December 9, 2020

Planning for a Highly Uncertain 2021 in the Automotive Sector

Back in 2019, if you asked commentators which markets would hypothetically suffer most damage from a prolonged global shutdown, the automotive industry would have been near the top of the list. High fixed costs and capital-intensive operations mean that when factory doors are closed, few industries bleed money as quickly.

COVID-19 has tested the ability of automotive original equipment manufacturers (OEMs) and their suppliers to cope with exaggerated swings in production levels and unprecedented levels of uncertainty. “Some U.S. OEMs, having seen production dip from near 100 percent of capacity down to 25 percent in just a few weeks, then had to ramp production lines back up to 100 percent of capacity in the third quarter,” says Rick Kozole, Alvarez & Marsal (A&M) Managing Director and senior leader in the firm’s global Automotive, Aerospace & Defense, and Industrials team.

Even if consumer demand has generally been stronger than some expected when economies around the world were locked down in the spring, the pandemic has also brought about significant changes to consumer behaviors and buying habits, including lower reliance on mass transportation over the long term. These changes, however, are still in the early stages and are creating new stresses through the supply chain. “OEMs inevitably want to minimize the inventory they have on hand. This creates pressures for Tier 1 and Tier 2 suppliers, as the manufacturers will want to preserve flexibility and agility to ramp production up at short notice,” says Mr. Kozole.

To A&M Managing Director Geoffrey Pollak, monitoring customer health should be another key consideration for OEMs and Tier 1 suppliers: “Manufacturers and suppliers need to prioritize transparency and determine what changes to supplier relationships are necessary to preserve robustness through the supply chain.”

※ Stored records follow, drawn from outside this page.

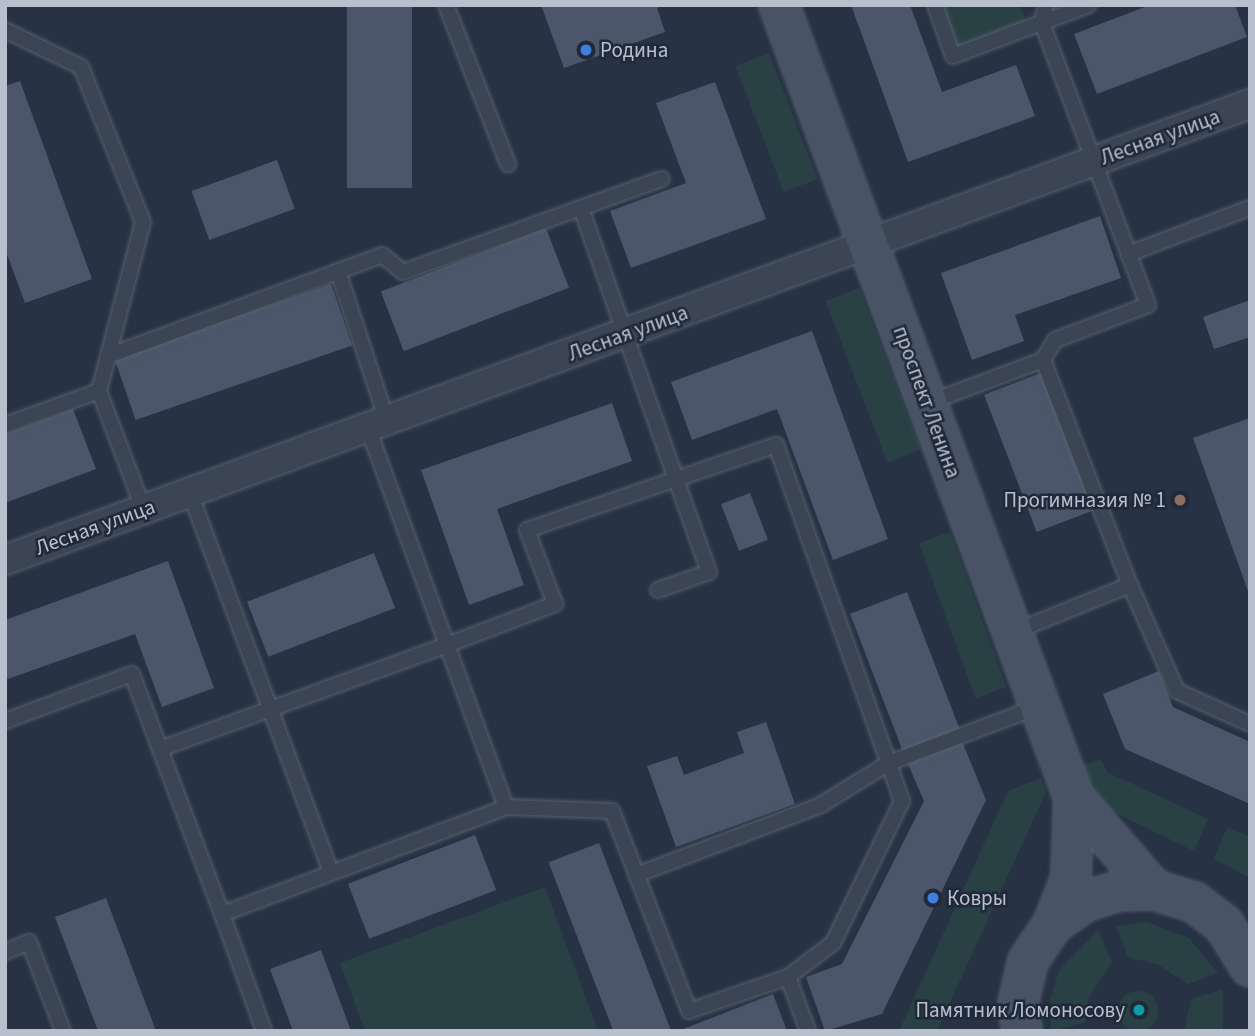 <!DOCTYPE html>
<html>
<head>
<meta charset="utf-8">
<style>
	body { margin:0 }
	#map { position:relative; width:1255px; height:1036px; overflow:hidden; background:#273244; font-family:"Source Sans 3",sans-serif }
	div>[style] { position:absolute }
	.green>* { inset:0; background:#294145; transform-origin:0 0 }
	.round { border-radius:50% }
	.building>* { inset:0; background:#4b566a; transform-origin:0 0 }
	.roads { filter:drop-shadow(0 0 2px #57606e) drop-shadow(0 0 2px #57606e) }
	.lane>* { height:14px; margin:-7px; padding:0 7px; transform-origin:7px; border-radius:7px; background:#3b4553 }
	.street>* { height:28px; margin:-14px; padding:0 14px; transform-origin:14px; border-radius:14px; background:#3b4553 }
	.secondary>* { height:38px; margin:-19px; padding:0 19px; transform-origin:19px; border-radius:19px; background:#495366 }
	.dots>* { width:19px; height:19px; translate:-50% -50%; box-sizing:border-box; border:4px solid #202939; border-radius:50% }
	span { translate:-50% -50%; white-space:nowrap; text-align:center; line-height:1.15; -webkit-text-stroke:5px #202939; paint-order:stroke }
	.poi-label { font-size:21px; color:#b9c0cd }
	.left { translate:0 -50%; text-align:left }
	.right { translate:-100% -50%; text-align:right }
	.street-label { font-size:21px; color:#b9c0cd }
	.frame { position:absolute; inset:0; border:7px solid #b9c0cd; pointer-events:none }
</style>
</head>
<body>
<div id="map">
	<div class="green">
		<i style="clip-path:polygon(942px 5px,1020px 5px,1027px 24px,958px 48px)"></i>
		<i style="left:769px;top:53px;width:135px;height:36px;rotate:69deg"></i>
		<i style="left:859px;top:288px;width:173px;height:36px;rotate:69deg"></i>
		<i style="left:950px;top:532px;width:165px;height:33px;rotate:70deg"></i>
		<i style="clip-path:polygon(1101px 760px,1107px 772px,1208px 819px,1194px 851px,1091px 801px,1077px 766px)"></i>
		<i style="clip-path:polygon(1041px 778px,1046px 792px,937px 1031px,899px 1031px,1008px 791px)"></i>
		<i style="clip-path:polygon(1227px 827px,1250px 837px,1250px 878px,1214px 859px)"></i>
		<i style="clip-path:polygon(545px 887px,598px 1031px,365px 1031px,340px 963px)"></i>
		<i style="clip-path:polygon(1147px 922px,1189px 938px,1218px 973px,1188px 984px,1159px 965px,1128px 957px,1116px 926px)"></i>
		<i style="clip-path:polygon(1098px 931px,1112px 962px,1089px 997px,1085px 1022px,1051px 1031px,1050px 1001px,1059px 970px)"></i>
		<i style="clip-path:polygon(1223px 989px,1223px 1031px,1184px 1031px,1191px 999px)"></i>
		<i class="round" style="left:1118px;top:991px;width:40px;height:40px"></i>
	</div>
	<div class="building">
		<i style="left:347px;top:5px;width:65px;height:183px"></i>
		<i style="clip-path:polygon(541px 5px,665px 5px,657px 8px,665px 32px,564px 68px)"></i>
		<i style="clip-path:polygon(851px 5px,910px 5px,942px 92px,1016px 65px,1035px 116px,908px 162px)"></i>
		<i style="clip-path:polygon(1150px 5px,1235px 5px,1247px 37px,1097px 94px,1074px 34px)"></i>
		<i style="clip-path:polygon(20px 81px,92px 279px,25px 303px,5px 249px,5px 86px)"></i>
		<i style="clip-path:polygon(715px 82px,766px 219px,631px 268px,610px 211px,686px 183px,656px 103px)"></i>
		<i style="left:277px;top:160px;width:52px;height:91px;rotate:70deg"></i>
		<i style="clip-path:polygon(1100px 216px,1121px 278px,1015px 315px,1024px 341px,972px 360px,941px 273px)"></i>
		<i style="left:546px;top:228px;width:64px;height:177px;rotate:69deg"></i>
		<i style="left:331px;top:284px;width:65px;height:229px;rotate:71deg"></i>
		<i style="clip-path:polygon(1250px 300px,1250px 337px,1214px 349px,1203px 317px)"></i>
		<i style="clip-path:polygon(812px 331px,888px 539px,833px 560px,777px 409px,692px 440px,671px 382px)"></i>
		<i style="left:1041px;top:373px;width:147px;height:61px;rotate:69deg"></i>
		<i style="clip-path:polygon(612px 403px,632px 461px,497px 509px,524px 585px,469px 605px,421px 470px)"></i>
		<i style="clip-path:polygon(73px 409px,96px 469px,5px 503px,5px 434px)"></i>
		<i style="clip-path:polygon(1250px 418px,1250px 593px,1249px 594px,1193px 438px)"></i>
		<i style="left:750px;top:493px;width:50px;height:31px;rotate:69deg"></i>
		<i style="left:374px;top:553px;width:59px;height:136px;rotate:69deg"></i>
		<i style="clip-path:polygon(168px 561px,214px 688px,162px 707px,135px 634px,5px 680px,5px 620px)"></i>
		<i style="left:907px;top:592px;width:147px;height:61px;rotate:69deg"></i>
		<i style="clip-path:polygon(1159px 671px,1173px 707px,1250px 742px,1250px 804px,1125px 749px,1103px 694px)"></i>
		<i style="clip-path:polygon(766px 722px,795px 804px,676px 847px,647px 766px,677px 756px,684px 775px,744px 753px,737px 732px)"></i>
		<i style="clip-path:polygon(962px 741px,986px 800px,882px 1014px,825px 1031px,806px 977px,842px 964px,924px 801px,907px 762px)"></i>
		<i style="left:475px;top:835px;width:59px;height:136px;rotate:69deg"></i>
		<i style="left:599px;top:843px;width:201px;height:54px;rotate:69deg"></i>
		<i style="clip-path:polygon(106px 898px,156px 1031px,98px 1031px,55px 917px)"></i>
		<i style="clip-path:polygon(321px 950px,351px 1031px,293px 1031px,270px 969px)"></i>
		<i style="clip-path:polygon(773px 994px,787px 1031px,678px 1031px)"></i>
	</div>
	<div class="roads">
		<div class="lane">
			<i style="left:446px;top:5px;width:171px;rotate:68.7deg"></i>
			<i style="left:935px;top:5px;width:54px;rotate:70.6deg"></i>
			<i style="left:953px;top:56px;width:145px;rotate:-20.6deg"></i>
			<i style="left:1046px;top:5px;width:18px;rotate:103deg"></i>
			<i style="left:1042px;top:23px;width:301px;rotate:69.4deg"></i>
			<i style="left:1148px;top:305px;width:99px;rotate:159.4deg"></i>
			<i style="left:1055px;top:340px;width:23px;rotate:121deg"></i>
			<i style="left:1043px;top:360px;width:241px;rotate:68.9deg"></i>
			<i style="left:5px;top:30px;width:85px;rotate:26deg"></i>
			<i style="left:81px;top:67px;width:167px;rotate:68.2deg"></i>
			<i style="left:143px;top:222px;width:175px;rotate:104.6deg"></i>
			<i style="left:99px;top:391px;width:100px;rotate:160.1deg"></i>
			<i style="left:581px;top:208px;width:287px;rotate:70.7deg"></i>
			<i style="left:676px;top:479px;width:106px;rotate:-18.8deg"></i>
			<i style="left:776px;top:445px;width:378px;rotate:70.5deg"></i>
			<i style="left:902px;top:801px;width:158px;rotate:115.9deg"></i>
			<i style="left:833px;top:943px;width:56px;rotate:142.9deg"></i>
			<i style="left:1128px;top:254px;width:130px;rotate:-20.7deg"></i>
			<i style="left:338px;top:271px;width:158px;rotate:71.9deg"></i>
			<i style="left:108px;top:356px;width:292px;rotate:-20.2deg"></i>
			<i style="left:382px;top:255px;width:27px;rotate:39deg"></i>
			<i style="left:403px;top:272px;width:275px;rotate:-19.8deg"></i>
			<i style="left:99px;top:391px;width:127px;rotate:69.3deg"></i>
			<i style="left:930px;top:402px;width:121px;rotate:-20.4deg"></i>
			<i style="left:190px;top:493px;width:405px;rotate:69.6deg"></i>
			<i style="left:1014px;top:632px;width:125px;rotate:-22.1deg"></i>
			<i style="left:1130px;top:585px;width:116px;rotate:66.1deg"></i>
			<i style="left:1177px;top:691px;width:80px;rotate:24.3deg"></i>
			<i style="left:5px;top:721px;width:135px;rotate:-20.3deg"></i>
			<i style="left:132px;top:674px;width:80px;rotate:69.5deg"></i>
			<i style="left:160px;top:749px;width:305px;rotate:-19.9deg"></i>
			<i style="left:447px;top:645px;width:231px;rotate:-110deg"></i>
			<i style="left:160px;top:749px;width:176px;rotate:69.4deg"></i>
			<i style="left:506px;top:807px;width:172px;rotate:-110deg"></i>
			<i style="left:447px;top:645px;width:116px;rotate:-20.8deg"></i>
			<i style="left:555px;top:604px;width:79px;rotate:-110.7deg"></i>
			<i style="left:527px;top:530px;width:157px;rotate:-18.9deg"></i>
			<i style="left:676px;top:479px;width:99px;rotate:70.5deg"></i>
			<i style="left:709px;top:572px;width:54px;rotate:160.6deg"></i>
			<i style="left:636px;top:875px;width:196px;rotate:-20.7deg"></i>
			<i style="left:819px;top:806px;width:82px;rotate:-31.6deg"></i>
			<i style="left:889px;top:763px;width:158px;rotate:-20.7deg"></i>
			<i style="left:5px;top:952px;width:26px;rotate:-23deg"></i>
			<i style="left:29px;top:942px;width:95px;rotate:69.1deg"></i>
			<i style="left:264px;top:1031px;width:124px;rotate:-109.7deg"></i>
			<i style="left:222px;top:914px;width:303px;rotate:-20.6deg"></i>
			<i style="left:506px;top:807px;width:106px;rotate:2.2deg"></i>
			<i style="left:612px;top:811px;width:214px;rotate:68.9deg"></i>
			<i style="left:689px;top:1011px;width:105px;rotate:-19deg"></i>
			<i style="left:788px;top:977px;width:58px;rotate:69.7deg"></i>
		</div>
		<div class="street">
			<i style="left:5px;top:560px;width:1326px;rotate:-20.12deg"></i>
		</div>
		<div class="secondary">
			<i style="left:779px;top:5px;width:846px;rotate:69.59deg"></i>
			<i style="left:1074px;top:798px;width:122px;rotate:49deg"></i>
			<i style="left:1053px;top:924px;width:49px;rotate:-68.6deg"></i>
			<i style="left:1071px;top:878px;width:80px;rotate:-87.9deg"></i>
			<i style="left:1022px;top:1031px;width:27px;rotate:-98deg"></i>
			<i style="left:1018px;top:1004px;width:44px;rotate:-76.9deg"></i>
			<i style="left:1028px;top:961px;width:45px;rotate:-56deg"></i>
			<i style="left:1053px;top:924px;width:40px;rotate:-34.9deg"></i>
			<i style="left:1086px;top:901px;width:34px;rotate:-17deg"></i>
			<i style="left:1119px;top:891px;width:35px;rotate:-2deg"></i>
			<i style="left:1154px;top:890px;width:42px;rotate:16.7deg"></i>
			<i style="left:1194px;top:902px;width:38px;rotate:37deg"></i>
			<i style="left:1224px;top:925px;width:49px;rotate:58.2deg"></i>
		</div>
	</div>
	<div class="dots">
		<i style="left:586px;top:50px;background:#3f7fe0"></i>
		<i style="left:1180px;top:500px;background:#8d6e63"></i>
		<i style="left:933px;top:898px;background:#3f7fe0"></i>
		<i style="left:1139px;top:1010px;background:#0f9aa8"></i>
	</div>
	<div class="poi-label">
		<span class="left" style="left:600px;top:50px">Родина</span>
		<span class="right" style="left:1166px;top:500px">Прогимназия № 1</span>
		<span class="left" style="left:947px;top:898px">Ковры</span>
		<span class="right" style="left:1125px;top:1010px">Памятник Ломоносову</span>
	</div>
	<div class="street-label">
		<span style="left:1160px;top:137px;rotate:-20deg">Лесная улица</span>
		<span style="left:628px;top:333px;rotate:-20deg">Лесная улица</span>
		<span style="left:927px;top:402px;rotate:70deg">проспект Ленина</span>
		<span style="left:95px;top:527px;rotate:-20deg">Лесная улица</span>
	</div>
	<div class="frame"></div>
</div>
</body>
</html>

Pressures in automotive supply chains are nothing new, of course. Indeed, the events of recent months may have accelerated existing trends rather than creating entirely new crises. “Manufacturers and suppliers have been grappling with declining diesel sales and a mass pivot to electrification and hybridization for years now,” says A&M Managing Director Andreas Knott. “We expect COVID-19 to provide a new impetus for automakers to speed up their transitions to digital and green technologies.”

Charles Moore, A&M Managing Director, shares the view that the move to electric powertrains has reached a point of no return: “Most OEMs are significantly increasing investment to support electrification over the next five years, and this will force suppliers to make tough investment decisions. With limited capital to deploy, suppliers will have to decide which technologies and customers they will put the most dollars behind.”

Liquidity has not yet caused significant crises for automakers and suppliers, but increased debt loads from debt financing obtained during the pandemic mean that cash flow and lender relationships are likely to be short- and medium-term priorities. In Mr. Kozole’s view, “Corporates should be working closely with lenders now in advance of next year.”

Even though Western governments have generally provided robust fiscal support since the spring, covenants will not be waived forever and repayment holidays will also come to an end. In addition, “Uncertainty around the policy and regulatory agenda on trade and the environment in the U.S. over the next four years is also weighing on boards,” says Mr. Moore.

Cash flow may well be a limiting factor in implementing transformations, and the ability to boost free cash flow from operations in order to pay down debt and lay the groundwork for strategic investments will be critical. “Initiatives that rethink footprint or right-size the workforce inevitably come with a cost, and companies that are hamstrung by structural inefficiencies and lower cash flows may not actually be able to deliver the kinds of transformations they want,” says A&M Managing Director Roger Bayly.   

To Mr. Knott, the pressures of 2020 are causing OEMs and suppliers to consider ‘sacred cows’ that had not previously been countenanced as part of operational restructurings: “Traditional ‘heritage’ locations, or particularly complex product lines (even if central to the overall brand offer) are all part of the conversation.” Companies up and down the automotive supply chain must plan tactical moves to solidify the balance sheet through uncertain weeks and months ahead, as well as taking into account seismic long-term shifts such as the global transition towards green energy.

As companies prepare for a uniquely uncertain year, executives should be engaged in scenario planning that goes beyond simply profiling demand levels and vehicle volumes. Companies can plan with more certainty by focusing on cash flow and supplier health, fostering greater cohesion through the supply chain. There is no question that automakers and suppliers still face headwinds, though, and companies will need to pull every lever available to ensure stability through 2021.